Decline In Consumer Tissues Segment

Kimberly-Clark’s consumer tissue sales have been relatively weak of late. The tissue business is one of the company’s most valuable segments, accounting for over 30% of the company’s value, per our estimates. The segment witnessed a 1% y-o-y decline in organic sales in the first nine months of 2017, along with flat growth in its volumes, driven by lower net sales and higher pulp costs. We expect this trend to continue in the upcoming fourth quarter of fiscal 2017 as well, since pulp costs are expected to increase further.

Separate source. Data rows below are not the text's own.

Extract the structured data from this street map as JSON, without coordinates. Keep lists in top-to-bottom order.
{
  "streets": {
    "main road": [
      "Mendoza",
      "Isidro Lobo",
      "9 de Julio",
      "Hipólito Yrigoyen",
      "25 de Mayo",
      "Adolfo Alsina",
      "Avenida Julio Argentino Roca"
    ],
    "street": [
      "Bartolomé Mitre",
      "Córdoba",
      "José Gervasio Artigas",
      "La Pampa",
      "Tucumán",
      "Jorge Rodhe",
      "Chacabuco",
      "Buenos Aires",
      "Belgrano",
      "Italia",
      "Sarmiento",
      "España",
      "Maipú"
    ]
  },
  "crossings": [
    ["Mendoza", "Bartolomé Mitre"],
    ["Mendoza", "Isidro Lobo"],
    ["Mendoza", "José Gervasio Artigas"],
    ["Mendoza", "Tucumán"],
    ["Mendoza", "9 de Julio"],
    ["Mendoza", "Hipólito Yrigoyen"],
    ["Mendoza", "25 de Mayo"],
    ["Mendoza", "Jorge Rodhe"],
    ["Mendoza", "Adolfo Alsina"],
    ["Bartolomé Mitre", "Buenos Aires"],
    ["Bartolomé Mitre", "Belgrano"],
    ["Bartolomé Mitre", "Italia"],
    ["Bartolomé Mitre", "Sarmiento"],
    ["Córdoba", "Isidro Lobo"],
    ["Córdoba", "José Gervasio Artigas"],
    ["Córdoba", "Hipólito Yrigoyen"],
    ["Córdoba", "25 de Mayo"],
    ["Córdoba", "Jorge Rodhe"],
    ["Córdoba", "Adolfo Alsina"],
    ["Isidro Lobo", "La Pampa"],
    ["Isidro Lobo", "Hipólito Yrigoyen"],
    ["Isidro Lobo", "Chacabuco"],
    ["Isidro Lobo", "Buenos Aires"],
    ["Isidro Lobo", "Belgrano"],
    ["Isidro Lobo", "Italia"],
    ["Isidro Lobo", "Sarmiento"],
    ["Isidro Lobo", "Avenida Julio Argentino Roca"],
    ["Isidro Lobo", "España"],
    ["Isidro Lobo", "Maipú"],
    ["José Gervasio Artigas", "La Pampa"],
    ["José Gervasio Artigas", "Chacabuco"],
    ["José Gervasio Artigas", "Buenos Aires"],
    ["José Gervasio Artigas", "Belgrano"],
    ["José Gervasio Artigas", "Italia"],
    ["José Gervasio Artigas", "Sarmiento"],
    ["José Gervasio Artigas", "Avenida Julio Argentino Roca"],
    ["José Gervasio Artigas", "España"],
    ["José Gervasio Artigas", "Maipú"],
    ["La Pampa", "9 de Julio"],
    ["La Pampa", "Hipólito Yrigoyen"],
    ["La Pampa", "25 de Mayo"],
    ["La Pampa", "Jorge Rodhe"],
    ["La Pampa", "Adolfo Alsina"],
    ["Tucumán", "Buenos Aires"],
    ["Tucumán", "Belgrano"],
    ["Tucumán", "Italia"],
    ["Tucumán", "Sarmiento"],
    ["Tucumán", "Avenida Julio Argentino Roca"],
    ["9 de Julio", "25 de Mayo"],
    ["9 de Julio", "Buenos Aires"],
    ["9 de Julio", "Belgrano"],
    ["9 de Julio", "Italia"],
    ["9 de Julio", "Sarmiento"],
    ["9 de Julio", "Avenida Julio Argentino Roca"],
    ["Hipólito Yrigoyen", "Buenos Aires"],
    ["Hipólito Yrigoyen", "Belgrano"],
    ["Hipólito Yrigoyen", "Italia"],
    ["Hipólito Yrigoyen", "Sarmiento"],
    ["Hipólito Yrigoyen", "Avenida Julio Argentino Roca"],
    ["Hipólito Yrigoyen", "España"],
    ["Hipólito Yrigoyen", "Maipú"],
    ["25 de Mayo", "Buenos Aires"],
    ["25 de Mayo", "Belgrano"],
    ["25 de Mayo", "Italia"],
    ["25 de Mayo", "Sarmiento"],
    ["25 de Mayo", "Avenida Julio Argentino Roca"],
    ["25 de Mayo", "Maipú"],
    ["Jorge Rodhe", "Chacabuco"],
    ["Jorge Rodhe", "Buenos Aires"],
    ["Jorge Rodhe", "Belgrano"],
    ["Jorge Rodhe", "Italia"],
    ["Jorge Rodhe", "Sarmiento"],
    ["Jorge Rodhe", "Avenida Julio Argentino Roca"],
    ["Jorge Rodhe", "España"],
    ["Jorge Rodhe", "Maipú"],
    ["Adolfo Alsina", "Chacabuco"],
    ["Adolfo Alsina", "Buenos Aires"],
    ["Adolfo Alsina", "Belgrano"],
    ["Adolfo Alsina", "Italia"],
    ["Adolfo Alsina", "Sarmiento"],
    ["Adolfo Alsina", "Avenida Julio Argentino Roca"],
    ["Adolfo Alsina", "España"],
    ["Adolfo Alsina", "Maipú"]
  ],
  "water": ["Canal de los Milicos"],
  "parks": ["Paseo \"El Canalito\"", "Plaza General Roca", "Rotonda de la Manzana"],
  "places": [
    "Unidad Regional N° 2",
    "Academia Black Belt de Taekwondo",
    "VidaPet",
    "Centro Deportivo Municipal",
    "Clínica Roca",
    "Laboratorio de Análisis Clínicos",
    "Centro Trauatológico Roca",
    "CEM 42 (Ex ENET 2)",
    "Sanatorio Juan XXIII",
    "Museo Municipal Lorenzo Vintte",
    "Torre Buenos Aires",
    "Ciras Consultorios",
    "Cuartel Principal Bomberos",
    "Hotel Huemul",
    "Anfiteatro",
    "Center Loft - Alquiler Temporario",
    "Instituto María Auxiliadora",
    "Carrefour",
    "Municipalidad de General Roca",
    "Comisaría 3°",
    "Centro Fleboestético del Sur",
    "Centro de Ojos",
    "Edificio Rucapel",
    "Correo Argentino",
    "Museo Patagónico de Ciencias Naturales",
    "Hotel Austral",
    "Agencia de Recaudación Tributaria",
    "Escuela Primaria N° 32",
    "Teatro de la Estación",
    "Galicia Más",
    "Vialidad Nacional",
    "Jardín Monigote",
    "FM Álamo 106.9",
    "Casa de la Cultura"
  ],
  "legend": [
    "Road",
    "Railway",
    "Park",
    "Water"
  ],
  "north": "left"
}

Stiff Competition, Low Demand In North American Market

Kimberly-Clark is heavily reliant on the North American market, which accounts for 52% of sales and 70% of its profits. However, the company has been seeing some category softness, lower promotional shipments, and higher competitive activity in the geography from established players like Procter & Gamble (NYSE: PG). The increasing level of competition in this already-saturated market could push the prices lower in the near term. Meanwhile, Kimberly-Clark will need to rely on a strong product portfolio to succeed in developed markets, in addition to lower prices, particularly in the Baby Diapers and Feminine Care segments. Kimberly Clark has lost nearly 3 percentage points of share in both markets since 2010, per our estimates, largely due to competition from the likes of P&G. In the first nine months of 2017, Kimberly-Clark’s North American net sales fell 1% y-o-y, primarily due to a sluggish recovery in U.S. spending accompanied by weak demand. The Absolute Consumer Demand Index of America has been falling since September of last year, and its effects have started to weigh on the results of consumer companies.


Looking Ahead

For the full-year 2017, Kimberly-Clark continues to expect its organic sales to be similar or slightly up from the prior forecast of 1% to 2% growth. In terms of the bottom line, the company expects its earnings per share to be at the low end of the target range of $6.20 to $6.35. This lower guidance is driven by weaker-than-expected organic sales in the first nine months of 2017 along with cost inflation. The company also expects its full-year spending to be slightly below its $850 million to $950 million target range. In addition, the company expects its full-year dividends and share repurchases to total $2.3 billion.

Our $121 price estimate for Kimberly-Clark’s stock is about in line with the current market price.